💸 The Middle Class Squeeze
- Bracket Creep: Inflation pushes you into higher tax brackets, but your purchasing power stays the same.
- The Real Rate: Middle-class earners pay closer to 30-35% of income when you add GST and Fuel Tax.
- The Deduction Trap: 80C limits haven't increased in a decade, effectively acting as a tax hike every year.
If you live in a metro city in India earning ₹12 Lakhs a year, you are technically "rich" by statistical standards. But you definitely don't feel rich.
Why? Because the Indian tax system is designed in a way that disproportionately squeezes the salaried middle class. You are too rich for government subsidies, but too poor to use the tax loopholes available to corporations.
1. The "Rich" Illusion: Bracket Creep
Here is the silent killer of your wealth: Inflation.
Scenario: You earned ₹8 Lakhs in 2020. You pay 20% tax. Inflation hits. You need ₹10 Lakhs in 2025 just to buy the same groceries and rent.
You get a raise to ₹10 Lakhs. You feel like you're moving up. But the taxman sees a "higher income" and taxes you more. Your real income hasn't changed, but your tax bill went up.
This is called Bracket Creep. While corporate tax rates have been slashed to boost investment, individual tax slabs move much slower than inflation.
2. The Invisible Tax: GST and Fuel
You look at your payslip and see TDS (Tax Deducted at Source). That hurts. But the real pain happens when you spend what's left.
- Buy a car? 28% GST + Cess (Total ~45%).
- Eat at a restaurant? 5% or 18% GST.
- Fill petrol? ~50% of the price is tax.
For a middle-class family, these indirect taxes consume a massive chunk of disposable income. Unlike income tax, which scales with wealth, GST hits everyone. But it hurts the middle class most because they spend a higher percentage of their income on consumption than the ultra-rich.
3. The 80C Trap: Stuck in 2014
Section 80C is the holy grail of tax saving. It lets you deduct ₹1.5 Lakhs from your taxable income for investments (PPF, LIC, etc.).
The Problem: The limit was set at ₹1.5 Lakhs in 2014. It hasn't changed.

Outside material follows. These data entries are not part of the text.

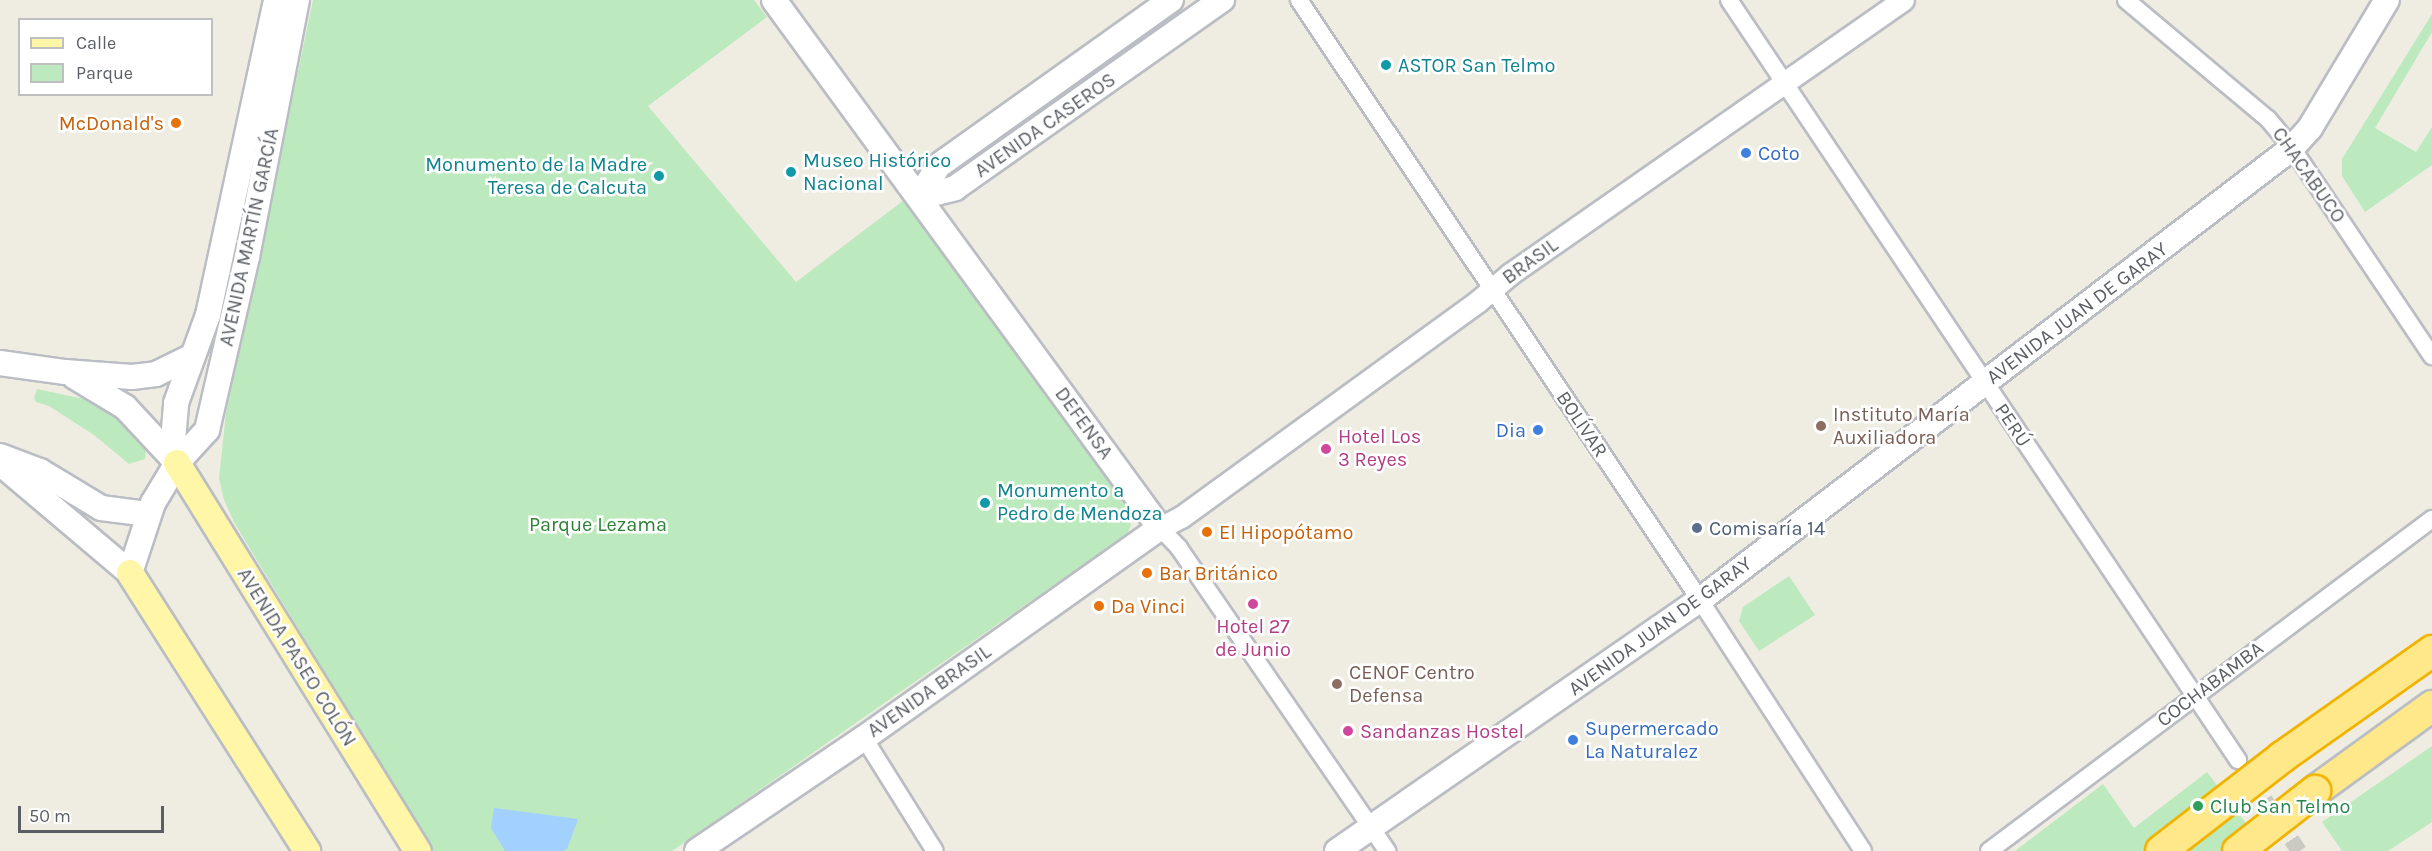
<!DOCTYPE html>
<meta charset="utf-8">
<style>
body{margin:0}
#map{position:relative;width:2432px;height:851px;overflow:hidden;background:#efede2;font-family:Karla,sans-serif}
div>[style]{position:absolute}
.green>*{inset:0;background:#bde9bf}
.water>*{inset:0;background:#a2d1ff}
.minor-tunnel>*{height:16px;margin-top:-8px;transform-origin:0;background:repeating-linear-gradient(90deg,#cacac3 0 16px,transparent 0 24px)}
.roads{filter:drop-shadow(2px 0 #babdc3) drop-shadow(-2px 0 #babdc3) drop-shadow(0 2px #babdc3) drop-shadow(0 -2px #babdc3)}
.minor>*{height:16px;margin:-8px;padding:0 8px;transform-origin:8px;border-radius:8px;background:#fff}
.tertiary>*{height:21px;margin:-10.5px;padding:0 10.5px;transform-origin:10.5px;border-radius:10.5px;background:#fff}
.secondary>*{height:24px;margin:-12px;padding:0 12px;transform-origin:12px;border-radius:12px;background:#fff}
.primary>*{height:26px;margin:-13px;padding:0 13px;transform-origin:13px;border-radius:13px;background:#fff6a7}
.motorway>*{height:30px;margin:-15px;padding:0 15px;transform-origin:15px;border-radius:15px;background:#ffe889}
.bridges{filter:drop-shadow(2px 0 #f1b300) drop-shadow(-2px 0 #f1b300) drop-shadow(0 2px #f1b300) drop-shadow(0 -2px #f1b300)}
.motorway-bridge>*{height:30px;margin:-15px;padding:0 15px;transform-origin:15px;border-radius:15px;background:#ffe889}
.dots>*{width:16px;height:16px;translate:-50% -50%;box-sizing:border-box;border:3px solid #fff;border-radius:50%}
span{translate:-50% -50%;white-space:nowrap;text-align:center;line-height:1.15;-webkit-text-stroke:5px #fff;paint-order:stroke}
.culture-label{font-size:20px;color:#0d838f}
.left{translate:0 -50%;text-align:left}
.right{translate:-100% -50%;text-align:right}
.food-label{font-size:20px;color:#c56008}
.street-label{font-size:20px;color:#5b5f65}
.shop-label{font-size:20px;color:#366cbe}
.education-label{font-size:20px;color:#785e54}
.hotel-label{font-size:20px;color:#b23c85}
.park-label{font-size:20px;color:#2d8235}
.service-label{font-size:20px;color:#4e5e75}
.leisure-label{font-size:20px;color:#27864d}
.legend{position:absolute;left:18px;top:18px;width:195px;height:78px;box-sizing:border-box;background:#fff;border:2px solid #bdbfc1;margin:0;padding:8px 10px;list-style:none;font-size:18px;color:#5b5f65}
.legend li{display:flex;align-items:center;gap:12px;height:30px}
.legend b{width:30px;border:2px solid #bdbfc1}
.scale{position:absolute;left:18px;top:806px;width:146px;height:27px;box-sizing:border-box;border:3px solid #5b5f65;border-top:0;padding-left:8px;font-size:18px;line-height:21px;white-space:nowrap;color:#5b5f65;-webkit-text-stroke:4px #fff;paint-order:stroke}
</style>
<div id="map">
<div class="green">
<div style="clip-path:polygon(313px 0,754px 0,767px 17px,648px 106px,796px 282px,908px 197px,1128px 510px,1131px 525px,1127px 534px,672px 851px,433px 851px,235px 524px,224px 500px,219px 478px,226px 413px)"></div>
<div style="clip-path:polygon(2432px 14px,2432px 32px,2375px 128px,2416px 152px,2432px 127px,2432px 165px,2365px 212px,2342px 176px,2342px 159px)"></div>
<div style="clip-path:polygon(37px 389px,84px 399px,107px 408px,124px 421px,144px 443px,146px 449px,145px 459px,129px 464px,94px 435px,49px 406px,36px 402px,34px 398px)"></div>
<div style="clip-path:polygon(1789px 576px,1815px 615px,1759px 651px,1739px 621px,1743px 607px)"></div>
<div style="clip-path:polygon(2432px 746px,2432px 822px,2388px 851px,2342px 851px,2322px 822px)"></div>
<div style="clip-path:polygon(2207px 772px,2267px 851px,2015px 851px,2103px 784px,2134px 828px)"></div>
</div>
<div class="water">
<div style="clip-path:polygon(494px 808px,578px 819px,567px 849px,563px 851px,505px 851px,491px 828px)"></div>
</div>
<div class="minor-tunnel">
<div style="left:2238px;top:760px;width:110px;rotate:56.2deg"></div>
</div>
<div class="roads">
<div class="minor">
<div style="left:1299px;top:0;width:722px;rotate:56.24deg"></div>
<div style="left:1700px;top:600px;width:299px;rotate:57deg"></div>
<div style="left:1729px;top:0;width:915px;rotate:56.19deg"></div>
<div style="left:2126px;top:0;width:185px;rotate:40deg"></div>
<div style="left:2268px;top:119px;width:38px;rotate:50deg"></div>
<div style="left:2292px;top:148px;width:251px;rotate:56.1deg"></div>
<div style="left:1160px;top:528px;width:28px;rotate:46deg"></div>
<div style="left:1179px;top:548px;width:368px;rotate:55.5deg"></div>
<div style="left:864px;top:738px;width:133px;rotate:57.9deg"></div>
<div style="left:1989px;top:851px;width:554px;rotate:-36.85deg"></div>
</div>
<div class="tertiary">
<div style="left:1160px;top:528px;width:24px;rotate:-28deg"></div>
<div style="left:1181px;top:517px;width:366px;rotate:-36deg"></div>
<div style="left:1477px;top:302px;width:43px;rotate:-40.3deg"></div>
<div style="left:1510px;top:274px;width:479px;rotate:-34.9deg"></div>
</div>
<div class="secondary">
<div style="left:920px;top:197px;width:36px;rotate:-14deg"></div>
<div style="left:955px;top:188px;width:327px;rotate:-35.2deg"></div>
<div style="left:920px;top:197px;width:36px;rotate:-60deg"></div>
<div style="left:938px;top:166px;width:286px;rotate:-35.5deg"></div>
<div style="left:0;top:363px;width:66px;rotate:7.9deg"></div>
<div style="left:65px;top:372px;width:67px;rotate:4.3deg"></div>
<div style="left:132px;top:377px;width:24px;rotate:-7deg"></div>
<div style="left:156px;top:374px;width:39px;rotate:-26deg"></div>
<div style="left:75px;top:377px;width:58px;rotate:31deg"></div>
<div style="left:125px;top:407px;width:76px;rotate:47.1deg"></div>
<div style="left:0;top:456px;width:43px;rotate:20.6deg"></div>
<div style="left:40px;top:471px;width:71px;rotate:31.2deg"></div>
<div style="left:101px;top:508px;width:46px;rotate:7.4deg"></div>
<div style="left:0;top:463px;width:170px;rotate:40.2deg"></div>
<div style="left:130px;top:573px;width:74px;rotate:-71.8deg"></div>
<div style="left:153px;top:503px;width:47px;rotate:-59deg"></div>
<div style="left:177px;top:463px;width:45px;rotate:-47.7deg"></div>
<div style="left:207px;top:430px;width:178px;rotate:-77deg"></div>
<div style="left:247px;top:257px;width:262px;rotate:-79deg"></div>
<div style="left:177px;top:463px;width:23px;rotate:-100deg"></div>
<div style="left:173px;top:440px;width:37px;rotate:-85deg"></div>
<div style="left:176px;top:403px;width:94px;rotate:-70deg"></div>
<div style="left:208px;top:315px;width:322px;rotate:-77.8deg"></div>
<div style="left:697px;top:851px;width:202px;rotate:-34.1deg"></div>
<div style="left:864px;top:738px;width:363px;rotate:-35.4deg"></div>
<div style="left:1160px;top:528px;width:654px;rotate:-126.17deg"></div>
<div style="left:1337px;top:851px;width:441px;rotate:-34.7deg"></div>
<div style="left:1700px;top:600px;width:745px;rotate:-37.36deg"></div>
<div style="left:2292px;top:148px;width:27px;rotate:-48deg"></div>
<div style="left:2310px;top:128px;width:149px;rotate:-59deg"></div>
</div>
<div class="primary">
<div style="left:177px;top:463px;width:457px;rotate:58.2deg"></div>
<div style="left:130px;top:573px;width:330px;rotate:57.5deg"></div>
</div>
<div class="motorway">
<div style="left:2315px;top:791px;width:145px;rotate:-36deg"></div>
</div>
</div>
<div class="bridges">
<div class="motorway-bridge">
<div style="left:2161px;top:851px;width:153px;rotate:-37.8deg"></div>
<div style="left:2282px;top:757px;width:184px;rotate:-35.2deg"></div>
<div style="left:2238px;top:851px;width:98px;rotate:-37.9deg"></div>
</div>
</div>
<div class="dots">
<div style="left:1386px;top:65px;background:#0f9aa8"></div>
<div style="left:176px;top:123px;background:#e8710a"></div>
<div style="left:1746px;top:153px;background:#3f7fe0"></div>
<div style="left:791px;top:172px;background:#0f9aa8"></div>
<div style="left:659px;top:176px;background:#0f9aa8"></div>
<div style="left:1821px;top:426px;background:#8d6e63"></div>
<div style="left:1538px;top:430px;background:#3f7fe0"></div>
<div style="left:1326px;top:449px;background:#d1479c"></div>
<div style="left:985px;top:503px;background:#0f9aa8"></div>
<div style="left:1697px;top:528px;background:#5c6f8a"></div>
<div style="left:1207px;top:532px;background:#e8710a"></div>
<div style="left:1147px;top:573px;background:#e8710a"></div>
<div style="left:1253px;top:604px;background:#d1479c"></div>
<div style="left:1099px;top:606px;background:#e8710a"></div>
<div style="left:1337px;top:684px;background:#8d6e63"></div>
<div style="left:1348px;top:731px;background:#d1479c"></div>
<div style="left:1573px;top:740px;background:#3f7fe0"></div>
<div style="left:2198px;top:806px;background:#2e9e5b"></div>
</div>
<div class="culture-label">
<span class="left" style="left:1398px;top:65px">ASTOR San Telmo</span>
<span class="left" style="left:803px;top:172px">Museo Histórico<br>Nacional</span>
<span class="right" style="left:647px;top:176px">Monumento de la Madre<br>Teresa de Calcuta</span>
<span class="left" style="left:997px;top:502px">Monumento a<br>Pedro de Mendoza</span>
</div>
<div class="food-label">
<span class="right" style="left:164px;top:123px">McDonald's</span>
<span class="left" style="left:1219px;top:532px">El Hipopótamo</span>
<span class="left" style="left:1159px;top:573px">Bar Británico</span>
<span class="left" style="left:1111px;top:606px">Da Vinci</span>
</div>
<div class="street-label">
<span style="left:1045px;top:125px;rotate:-35deg">AVENIDA CASEROS</span>
<span style="left:2309px;top:175px;rotate:55deg">CHACABUCO</span>
<span style="left:249px;top:237px;rotate:-78deg">AVENIDA MARTÍN GARCÍA</span>
<span style="left:1530px;top:261px;rotate:-36deg">BRASIL</span>
<span style="left:2077px;top:313px;rotate:-37deg">AVENIDA JUAN DE GARAY</span>
<span style="left:1084px;top:423px;rotate:54deg">DEFENSA</span>
<span style="left:1582px;top:424px;rotate:56deg">BOLÍVAR</span>
<span style="left:2013px;top:425px;rotate:56deg">PERÚ</span>
<span style="left:1660px;top:626px;rotate:-36deg">AVENIDA JUAN DE GARAY</span>
<span style="left:297px;top:657px;rotate:58deg">AVENIDA PASEO COLÓN</span>
<span style="left:2210px;top:684px;rotate:-37deg">COCHABAMBA</span>
<span style="left:929px;top:691px;rotate:-35deg">AVENIDA BRASIL</span>
</div>
<div class="shop-label">
<span class="left" style="left:1758px;top:153px">Coto</span>
<span class="right" style="left:1526px;top:430px">Dia</span>
<span class="left" style="left:1585px;top:740px">Supermercado<br>La Naturalez</span>
</div>
<div class="education-label">
<span class="left" style="left:1833px;top:426px">Instituto María<br>Auxiliadora</span>
<span class="left" style="left:1349px;top:684px">CENOF Centro<br>Defensa</span>
</div>
<div class="hotel-label">
<span class="left" style="left:1338px;top:448px">Hotel Los<br>3 Reyes</span>
<span style="left:1253px;top:638px">Hotel 27<br>de Junio</span>
<span class="left" style="left:1360px;top:731px">Sandanzas Hostel</span>
</div>
<div class="park-label">
<span style="left:598px;top:524px">Parque Lezama</span>
</div>
<div class="service-label">
<span class="left" style="left:1709px;top:528px">Comisaría 14</span>
</div>
<div class="leisure-label">
<span class="left" style="left:2210px;top:806px">Club San Telmo</span>
</div>
<ul class="legend">
<li><b style="height:8px;background:#fff6a7"></b>Calle</li>
<li><b style="height:16px;background:#bde9bf"></b>Parque</li>
</ul>
<div class="scale">50 m</div>
</div>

Since 2014, inflation has eroded the value of that ₹1.5 Lakhs by nearly 50%. To offer the same benefit today, the limit should be ₹2.5 - ₹3 Lakhs. By keeping it stagnant, the government has effectively increased your tax burden every single year for a decade.
4. The "Tax on Time"
It's not just money; it's time. The compliance burden on the salaried class is immense. Filing ITRs, linking PAN-Aadhaar, tracking 26AS, understanding the New vs. Old Regime—it's a second job.
Meanwhile, the agricultural sector (often wealthy farmers) remains entirely tax-free, and corporate tax rates have been rationalized to be globally competitive. The salaried class is the only group that cannot hide income and has no lobby to fight for it.
The Verdict
The Indian middle class is the engine of the economy, but it is running on fumes. The combination of direct tax, high indirect tax, and stagnant deduction limits creates a "triple whammy."
Until tax brackets are indexed to inflation (automatic adjustments every year), the middle class will continue to get poorer even as their salaries get higher.